Apple Inc. has delayed artificial intelligence (AI)-related updates for its Siri digital assistant, pushing back the heavily-hyped features at least several months in the latest hiccup at the company’s star-crossed AI division.
Several core features, including Siri’s ability to tap into a user’s personal information to answer queries and have more precise control over apps, were initially expected in the iOS 18.4 software update in April. Now, it may not be released until “the coming year,” according to a Bloomberg report.
Apple has been struggling to finish developing features as company engineers attempt unsuccessfully to fix bugs. What is more, fixing Siri will likely require more powerful AI models that run on Apple’s devices, straining hardware development, Bloomberg reported.
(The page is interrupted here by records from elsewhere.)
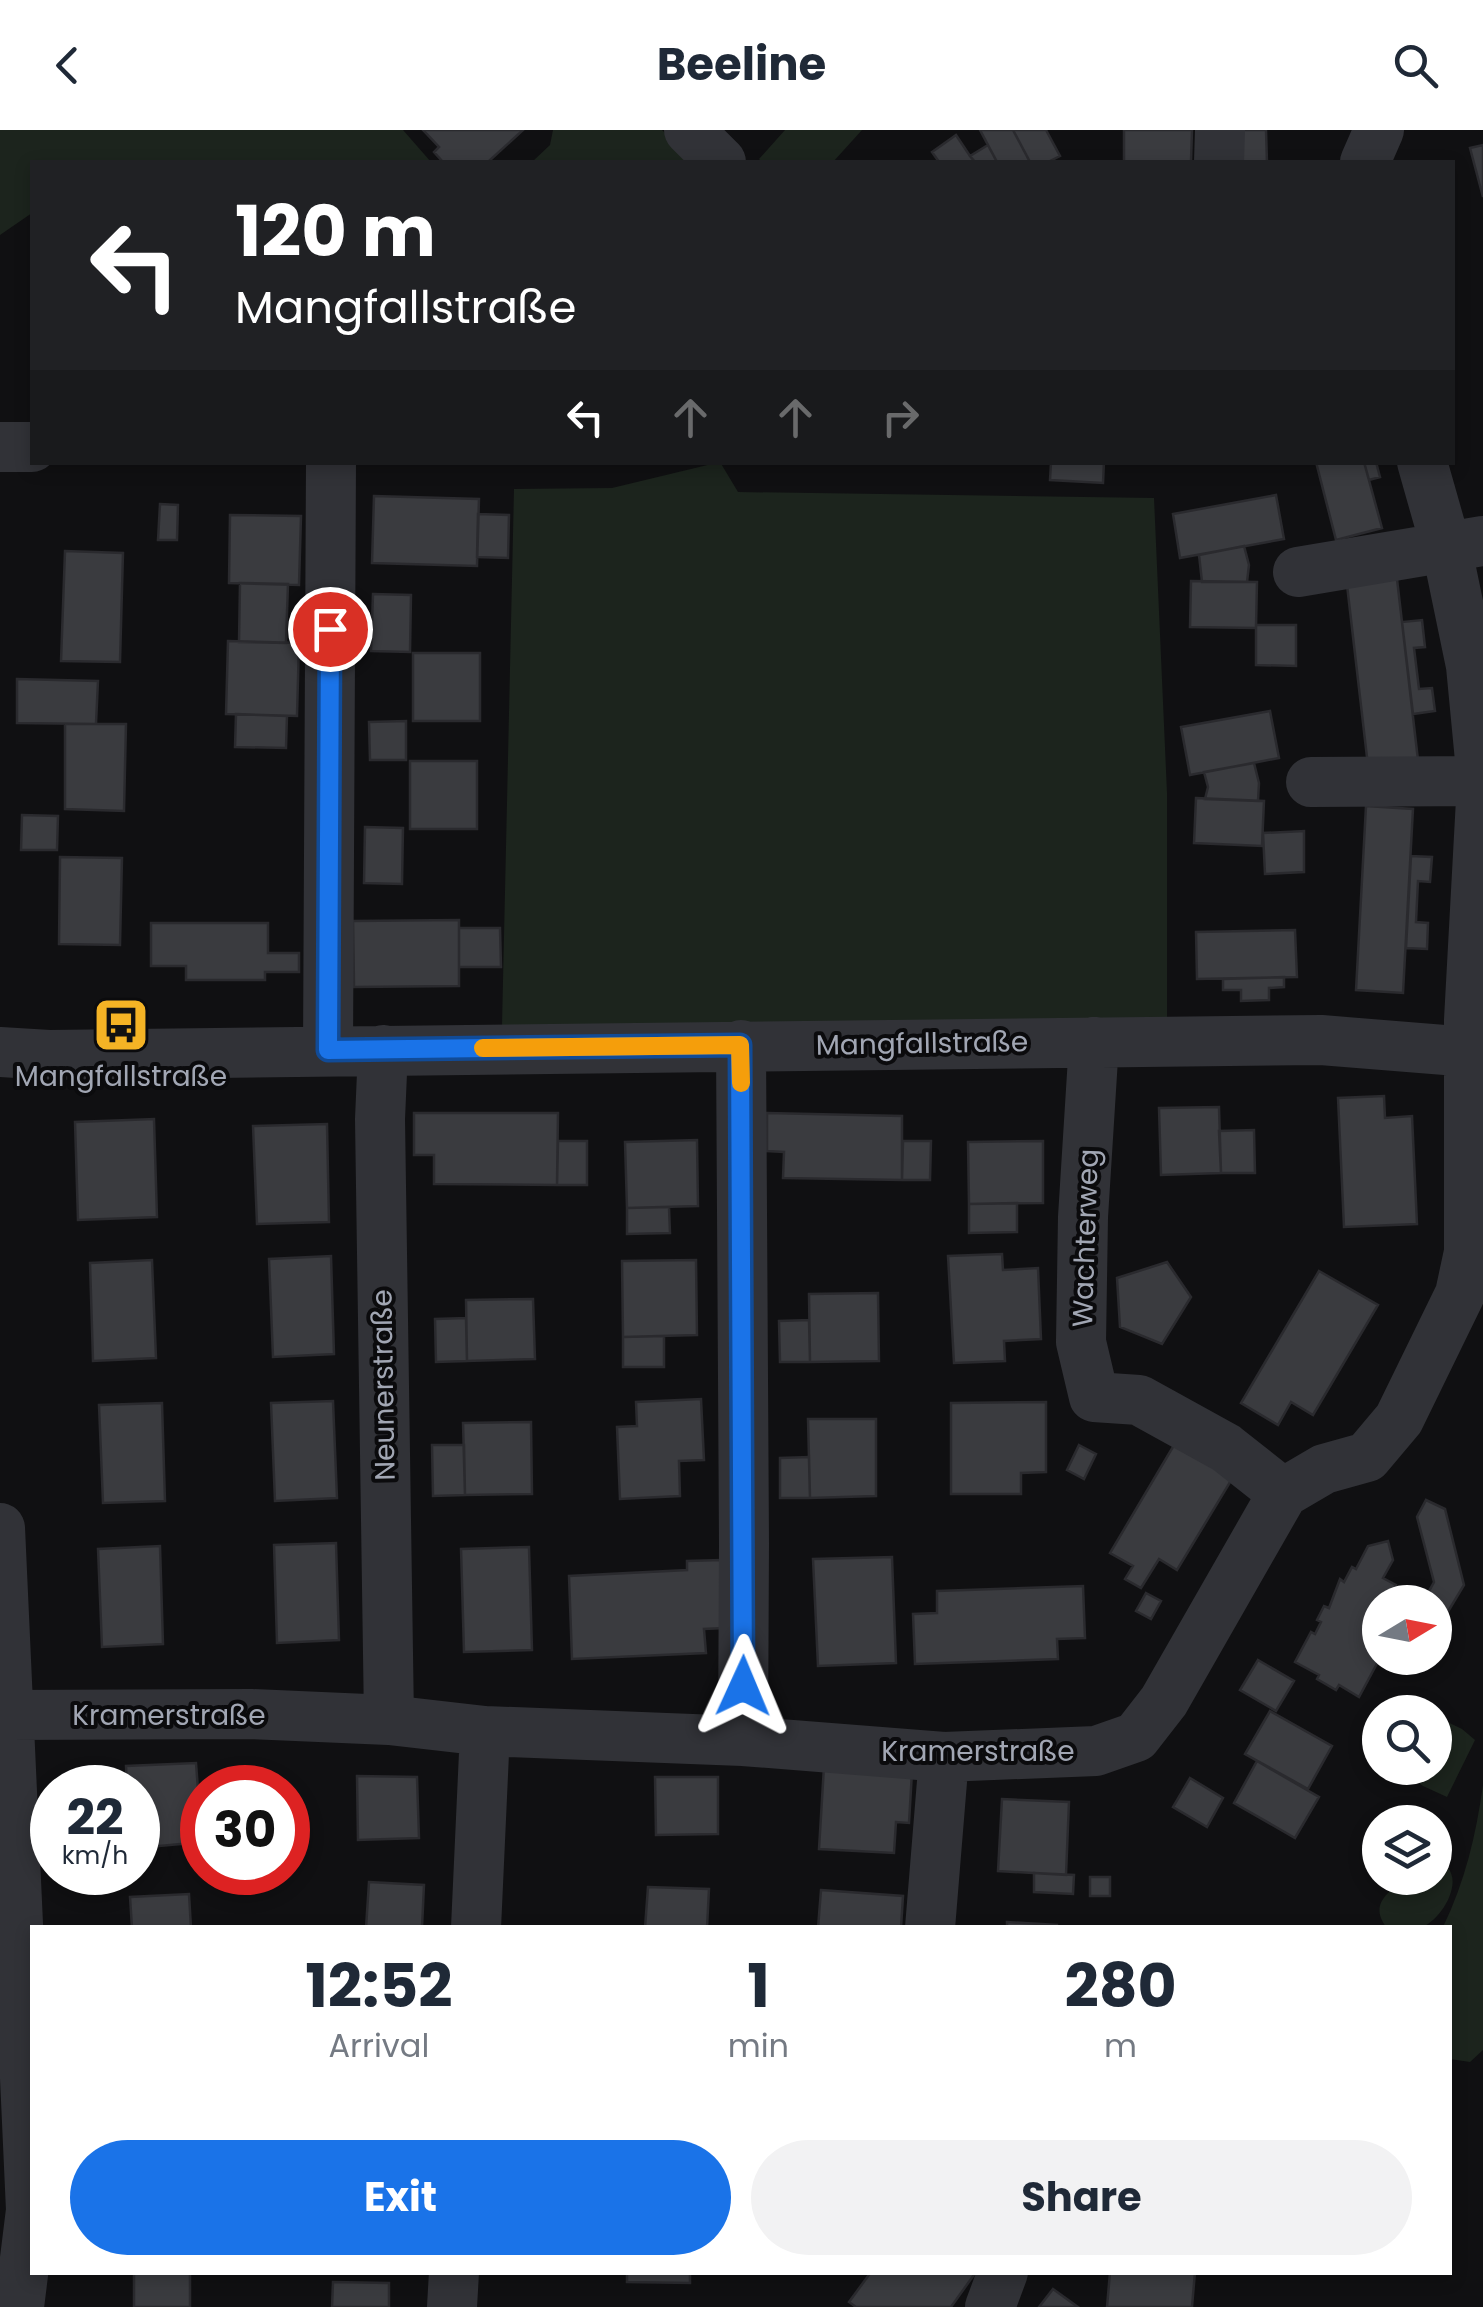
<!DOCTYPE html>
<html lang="en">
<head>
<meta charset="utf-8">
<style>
  body { margin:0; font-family:Poppins,sans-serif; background:#f2f2f3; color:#1f2937; height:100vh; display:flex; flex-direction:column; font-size:38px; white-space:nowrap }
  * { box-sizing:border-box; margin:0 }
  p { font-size:32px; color:#747a83 }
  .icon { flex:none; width:55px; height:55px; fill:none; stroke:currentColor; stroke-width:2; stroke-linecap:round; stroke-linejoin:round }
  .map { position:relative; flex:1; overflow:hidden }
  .side { position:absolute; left:30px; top:1795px; width:1422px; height:350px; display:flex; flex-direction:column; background:#fff; border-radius:0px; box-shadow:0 5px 15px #0003 }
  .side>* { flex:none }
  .top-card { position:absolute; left:30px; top:30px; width:1425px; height:305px; border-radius:0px; box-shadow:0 5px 15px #0003; background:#202124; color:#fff; overflow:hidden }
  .needle { width:65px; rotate:80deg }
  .buttons { position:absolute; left:1362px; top:1455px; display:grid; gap:20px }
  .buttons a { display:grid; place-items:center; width:90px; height:90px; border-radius:50%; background:#fff; box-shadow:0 5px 15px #0003; font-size:50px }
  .speed { position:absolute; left:30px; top:1635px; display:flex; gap:20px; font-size:50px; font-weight:700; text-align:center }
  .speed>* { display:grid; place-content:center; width:130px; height:130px; border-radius:50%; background:#fff; box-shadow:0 5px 15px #0003; line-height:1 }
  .speed small { font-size:25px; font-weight:400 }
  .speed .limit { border:15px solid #d22; background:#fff; color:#111 }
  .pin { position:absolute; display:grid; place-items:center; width:85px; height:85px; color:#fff; margin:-42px; border:5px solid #fff; border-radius:50%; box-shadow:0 2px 10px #0007 }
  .me { position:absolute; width:110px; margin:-55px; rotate:1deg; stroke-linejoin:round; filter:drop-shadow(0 0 8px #0008) }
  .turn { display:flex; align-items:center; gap:35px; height:210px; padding:0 40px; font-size:45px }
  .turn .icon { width:130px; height:130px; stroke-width:2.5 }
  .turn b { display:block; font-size:70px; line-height:85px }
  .lanes { display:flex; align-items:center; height:95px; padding:0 40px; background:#0003; justify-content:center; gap:50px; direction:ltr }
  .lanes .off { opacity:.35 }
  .eta { display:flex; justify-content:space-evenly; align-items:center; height:170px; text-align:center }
  .eta b { font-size:60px; font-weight:700; line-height:70px }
  .primary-button { display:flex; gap:20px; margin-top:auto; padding:20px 40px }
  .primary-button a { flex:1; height:115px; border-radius:60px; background:#1a73e8; color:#fff; font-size:40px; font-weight:700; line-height:115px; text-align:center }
  .primary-button a+a { background:#f2f2f3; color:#1f2937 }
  header { display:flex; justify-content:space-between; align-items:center; height:130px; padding:0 40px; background:#fff; font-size:45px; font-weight:700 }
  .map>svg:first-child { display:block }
  .green { fill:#1c241d }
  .building { fill:#3a3b3f; stroke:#2a2a2e; stroke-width:2.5 }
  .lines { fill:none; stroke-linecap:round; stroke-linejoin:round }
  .minor { stroke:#313237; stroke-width:50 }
  .route-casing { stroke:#114b97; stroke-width:25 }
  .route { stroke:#1a73e8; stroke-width:18 }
  .slow { stroke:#f59e0b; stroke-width:18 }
  .labels { text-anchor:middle; stroke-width:8; stroke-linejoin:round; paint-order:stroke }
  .street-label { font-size:28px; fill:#a1a6b3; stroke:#0b0b0d }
  .poi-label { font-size:28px; fill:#a1a6b3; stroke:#0b0b0d }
</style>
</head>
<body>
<header><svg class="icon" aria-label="back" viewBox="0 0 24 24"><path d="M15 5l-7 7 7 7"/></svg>Beeline<svg class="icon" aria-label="search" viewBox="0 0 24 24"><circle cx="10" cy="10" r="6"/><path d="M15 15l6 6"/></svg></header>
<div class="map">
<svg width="1483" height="2177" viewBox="0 0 1483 2177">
  <rect width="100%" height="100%" fill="#101012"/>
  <path class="green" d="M0 0H403L431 32H32V83L0 105Z
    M553 0H662L695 32H532L550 15Z
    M785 0H862L833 32H762L759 29Z
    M720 332 738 362 1154 368 1167 663V899L502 896 514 359 612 358Z
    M1435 1586 1462 1599 1475 1610 1447 1667 1423 1656 1401 1640 1435 1638Z
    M1483 1655V1920L1470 1932 1450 1929V1798L1443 1797C1465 1752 1476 1705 1483 1655Z
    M1435 1729C1439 1733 1444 1734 1448 1738 1463 1756 1438 1794 1419 1798 1409 1799 1396 1798 1386 1797 1369 1773 1389 1764 1403 1748H1435Z"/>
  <path class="building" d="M423 0H523L488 32H443L434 22 439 17Z
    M980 0H1013L1030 32H997Z
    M1013 0H1046L1060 26 1048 32H1030Z
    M1124 0H1192L1191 32H1124Z
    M1237 0H1266L1267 32H1238Z
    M956 5 970 26 975 32H939L932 22Z
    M988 15 997 32H975L970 26Z
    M1483 15V67L1470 18Z
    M1051 332H1104L1103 353 1050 350Z
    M1316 332H1364L1382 398 1336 410Z
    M1364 332H1376L1380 347 1369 350Z
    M1276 365 1284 409 1180 428 1173 384Z
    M374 366 479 369 477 436 372 433Z
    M160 374 178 375 177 410H158Z
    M478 384 509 385 508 428 477 427Z
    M230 385 301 386 299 455 229 453Z
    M1244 416 1249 435 1247 452H1202L1199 425Z
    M65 421 123 423 120 532 61 531Z
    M1397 449 1418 630 1368 636 1347 455Z
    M1191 451 1257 452 1256 498 1190 497Z
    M240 453 288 454 286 513 239 512Z
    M373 464 411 465 410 522 371 521Z
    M1422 490 1425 517 1414 518 1419 559 1432 558 1435 581 1413 584 1402 492Z
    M1256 495H1296V536L1256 535Z
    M228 511 299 513 297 586 226 584Z
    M413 523H480V591H413Z
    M17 549 98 551 96 594 17 593Z
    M1270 581 1279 628 1190 645 1181 597Z
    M236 584 287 586 286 618 235 617Z
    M406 591V630H370L369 592Z
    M65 594H126L124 681 65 679Z
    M410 631H477V699H410Z
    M1254 633 1259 653 1258 671 1205 669 1208 657 1204 642Z
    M1196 668 1264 671 1262 716 1194 713Z
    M1366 676 1413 679 1403 863 1356 860Z
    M22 685 58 686 57 720H21Z
    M365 697 403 698 402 754 364 753Z
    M1304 701V742L1265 744 1263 703Z
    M1411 726 1432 727 1430 752 1418 751 1416 792 1428 793 1427 819 1406 818Z
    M60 727 122 728 120 815 59 814Z
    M459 790V856L354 857 353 791Z
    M151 793H268V823H299V842H265V850H186V836H151Z
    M459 798H500L501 837H459Z
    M1295 800 1297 847 1197 849 1196 802Z
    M1284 847V857L1269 858V870L1241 871V860H1223V849Z
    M1384 966 1385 988 1412 986 1417 1094 1344 1097 1338 968Z
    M1219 977 1221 1043 1161 1045 1159 978Z
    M414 983H558L557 1055 434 1054V1025H414Z
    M767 983 902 986V1050L783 1048 784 1022 767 1021Z
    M154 989 157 1087 78 1090 75 992Z
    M327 994 329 1092 257 1094 253 996Z
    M1254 1000 1255 1043H1221L1219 1001Z
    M697 1010 698 1076 627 1078 625 1012Z
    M558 1011H587V1055H557Z
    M903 1011H931L930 1050H902Z
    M1043 1011V1073L969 1074 968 1012Z
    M1017 1073V1102L969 1103V1074Z
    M669 1077 670 1103 627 1104V1078Z
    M1002 1124 1003 1140 1038 1138 1041 1209 1004 1211 1005 1231 954 1233 948 1126Z
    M331 1126 334 1224 273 1227 269 1129Z
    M152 1130 156 1228 93 1231 90 1133Z
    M696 1130 697 1205 623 1207 622 1131Z
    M1167 1132 1191 1167 1162 1214 1120 1197 1117 1148Z
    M1319 1141 1378 1175 1313 1285 1291 1272 1278 1295 1241 1273Z
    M878 1163 879 1231 810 1232 809 1164Z
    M533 1169 535 1229 467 1231 466 1170Z
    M466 1188 467 1231 436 1232 435 1189Z
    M809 1190 810 1232H780L779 1191Z
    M664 1206V1237H623V1207Z
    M701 1269 704 1330 679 1331 680 1366 620 1369 617 1297 637 1296 636 1272Z
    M333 1271 337 1368 275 1371 271 1273Z
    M1046 1272V1342L1021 1343V1364H951V1273Z
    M162 1273 165 1371 103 1373 99 1275Z
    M808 1289H876V1366L810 1368Z
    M531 1292 532 1364 465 1365 463 1293Z
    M1177 1310 1235 1344 1177 1440 1159 1429 1141 1458 1125 1449 1133 1436 1110 1423Z
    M432 1315H464L465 1365 433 1366Z
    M1079 1315 1096 1324 1084 1349 1067 1340Z
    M809 1327 810 1368H780V1328Z
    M1426 1370 1445 1379 1464 1455 1443 1490H1435V1472H1423L1434 1452 1417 1387Z
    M1388 1411 1393 1430 1383 1448 1396 1455 1393 1461 1412 1471 1380 1472V1528L1359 1567 1339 1555 1336 1560 1317 1549 1319 1545 1295 1532 1311 1502 1315 1504 1321 1492 1317 1490 1324 1476 1329 1478 1340 1449 1344 1452 1352 1437 1356 1439 1368 1416Z
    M336 1413 339 1510 277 1513 274 1415Z
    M160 1416 163 1514 102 1517 98 1419Z
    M529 1417 532 1520 464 1522 461 1419Z
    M892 1427 896 1533 818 1536 813 1429Z
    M721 1430 724 1498 704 1499 706 1523 572 1529 569 1446 687 1440V1431Z
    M1083 1456 1085 1508 1057 1509 1058 1529 915 1534 913 1484 937 1483V1461Z
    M1146 1463 1161 1471 1151 1489 1136 1481Z
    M1258 1530 1294 1551 1276 1581 1240 1560Z
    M1270 1581 1332 1616 1308 1659 1245 1624Z
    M1257 1631 1319 1667 1295 1708 1234 1673Z
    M196 1633 202 1712 138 1718V1658H127L126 1636Z
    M824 1636 912 1642 909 1693 896 1692 894 1723 819 1719Z
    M357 1646 417 1647 419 1708 358 1710Z
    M655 1647H718V1704L656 1705Z
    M1190 1648 1223 1668 1207 1697 1173 1677Z
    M1002 1669 1069 1672 1066 1745 998 1741Z
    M1034 1743 1074 1745 1073 1764 1034 1762Z
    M1090 1747H1110V1766H1090Z
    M369 1752 424 1755 422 1798H366Z
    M648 1757 709 1759 707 1798H645Z
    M821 1760 903 1766 901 1798H818Z
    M189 1764 191 1798H132L130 1767Z
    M1007 1792 1057 1795V1798H1007Z
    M134 2142H190V2177H134Z
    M627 2142H690V2153L627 2152Z
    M871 2142H976L951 2177H856L849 2172Z
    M1110 2142H1195L1192 2177H1107Z
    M333 2152 389 2153V2177H332Z
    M1053 2159 1078 2177H1039Z"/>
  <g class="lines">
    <path class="minor" d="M689 0 721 32
      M1219 32 1220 0
      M1365 32 1379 0
      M0 317H32
      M1298 442 1483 411
      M1311 652 1482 651
      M1094 912 1083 1087 1081 1212 1094 1267 1139 1270 1226 1318 1283 1363
      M741 915 744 1414 743 1611
      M383 920 380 989 389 1590
      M328 921 331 332
      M0 922 49 925 1321 910 1483 923
      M0 1398 31 2080 19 2177
      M8 1585 251 1584 389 1590 485 1601 743 1611 944 1627 1096 1621 1136 1607 1164 1571 1283 1363 1324 1339 1367 1327 1399 1289 1460 1164 1469 1122V890L1482 651 1471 536 1447 420 1422 332
      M476 1798 485 1601
      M930 1798 944 1627
      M452 2177 454 2142
      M990 2177 1003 2142"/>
  </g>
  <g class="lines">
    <g class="route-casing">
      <path id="route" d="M330 499 328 920 740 915 743 1556"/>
    </g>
    <use href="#route" class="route"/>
    <path class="slow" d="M483 918 740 915 741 953"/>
  </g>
  <defs>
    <g id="bus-square" transform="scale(2.875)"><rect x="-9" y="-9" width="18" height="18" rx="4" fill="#f4b325" stroke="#0b0b0d"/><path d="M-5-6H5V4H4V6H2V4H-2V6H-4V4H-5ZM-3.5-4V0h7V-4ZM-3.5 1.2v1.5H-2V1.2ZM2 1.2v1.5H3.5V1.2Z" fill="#111"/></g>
  </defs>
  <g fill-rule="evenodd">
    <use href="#bus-square" x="121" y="895"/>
  </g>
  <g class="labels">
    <g class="street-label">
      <text transform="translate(922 913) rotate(-1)" y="10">Mangfallstraße</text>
      <text transform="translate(1085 1108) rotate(-88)" y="10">Wachterweg</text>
      <text transform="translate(383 1255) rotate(-91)" y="10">Neunerstraße</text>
      <text x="169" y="1595">Kramerstraße</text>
      <text x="978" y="1631">Kramerstraße</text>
    </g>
    <g class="poi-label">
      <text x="121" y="956">Mangfallstraße</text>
    </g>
  </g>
</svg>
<div class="buttons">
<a><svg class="needle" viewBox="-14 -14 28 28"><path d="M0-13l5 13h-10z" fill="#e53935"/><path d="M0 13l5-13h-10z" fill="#747a83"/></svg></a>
<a><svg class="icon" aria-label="search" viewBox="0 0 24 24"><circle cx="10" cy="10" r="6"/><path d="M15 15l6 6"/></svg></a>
<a><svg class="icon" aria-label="layers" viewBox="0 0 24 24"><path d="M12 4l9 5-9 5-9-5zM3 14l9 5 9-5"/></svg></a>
</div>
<div class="speed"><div>22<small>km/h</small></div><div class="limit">30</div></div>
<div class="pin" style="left:330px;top:499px;background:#d93025"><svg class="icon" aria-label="arrive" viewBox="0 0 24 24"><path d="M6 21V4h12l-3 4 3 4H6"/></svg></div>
<svg class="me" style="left:743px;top:1556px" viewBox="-20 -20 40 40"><path d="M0-17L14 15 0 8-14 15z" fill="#1a73e8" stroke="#fff" stroke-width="4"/></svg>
<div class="top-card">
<div class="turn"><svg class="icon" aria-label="left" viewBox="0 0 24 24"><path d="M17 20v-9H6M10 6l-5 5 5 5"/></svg><div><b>120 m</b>Mangfallstraße</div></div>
<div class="lanes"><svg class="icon" aria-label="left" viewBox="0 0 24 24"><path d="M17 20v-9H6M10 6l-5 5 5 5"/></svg><svg class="icon off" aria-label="ahead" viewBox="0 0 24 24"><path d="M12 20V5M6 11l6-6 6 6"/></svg><svg class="icon off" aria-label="ahead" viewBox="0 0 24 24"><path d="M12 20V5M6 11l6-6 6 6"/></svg><svg class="icon off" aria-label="right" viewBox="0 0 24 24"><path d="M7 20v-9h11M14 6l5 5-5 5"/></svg></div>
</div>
<section class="side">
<div class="eta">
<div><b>12:52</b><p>Arrival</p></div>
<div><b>1</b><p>min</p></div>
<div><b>280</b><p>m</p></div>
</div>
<div class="primary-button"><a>Exit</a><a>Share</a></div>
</section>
</div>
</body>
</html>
That means Apple faces the grim prospect of either reducing its current feature set or make the AI models run more slowly on current or older devices.
Under a doomsday scenario, some within Apple’s AI division fear work on the features “could be scrapped altogether, and that Apple may have to rebuild the functions from scratch.” Such a delay would hold up a next-generation Siri until 2026, Bloomberg reports.
By any measure, the AI feature delays are a black eye for Apple, which has scuffled with AI at a time when its tech rivals — Amazon.com Inc., Meta Platforms Inc., Microsoft Corp. and Alphabet Inc.’s Google, to name a few — are making significant strides. Amazon is expected to debut its AI-turbocharged voice assistant Alexa+ this month. Google and Samsung Electronics Co. have also embedded AI into their devices.
All the more galling is that Apple has bomb-carpeted the airwaves the past six months with ads for the not-ready-for-prime-time AI features. When iPhone 16 was introduced last fall, the company told customers it was “built from the ground up for Apple Intelligence.” The truth now is that most of the core features might not be available until after iPhone 17 debuts later this year.
What is unclear is the potential impact the delay will have on Apple’s recent pledge to pour $500 billion into AI-related infrastructure spending the next four years which includes data centers and manufacturing facilities across the U.S.
AI preparedness increasingly has become a major concern throughout the industry. Last week, OpenAI’s former head of public policy accused the company of “rewriting” its AI safety and alignment history during the launch of Chat GPT-2 in early February.
“In a discontinuous world, practicing for the AGI moment is the only thing we can do, and safety lessons come from treating the systems of today with outsized caution relative to their apparent power,” Miles Brundage said in a blog post. “This is the approach we took for GPT‑2 when we initially didn’t release the model due to concerns about malicious applications.”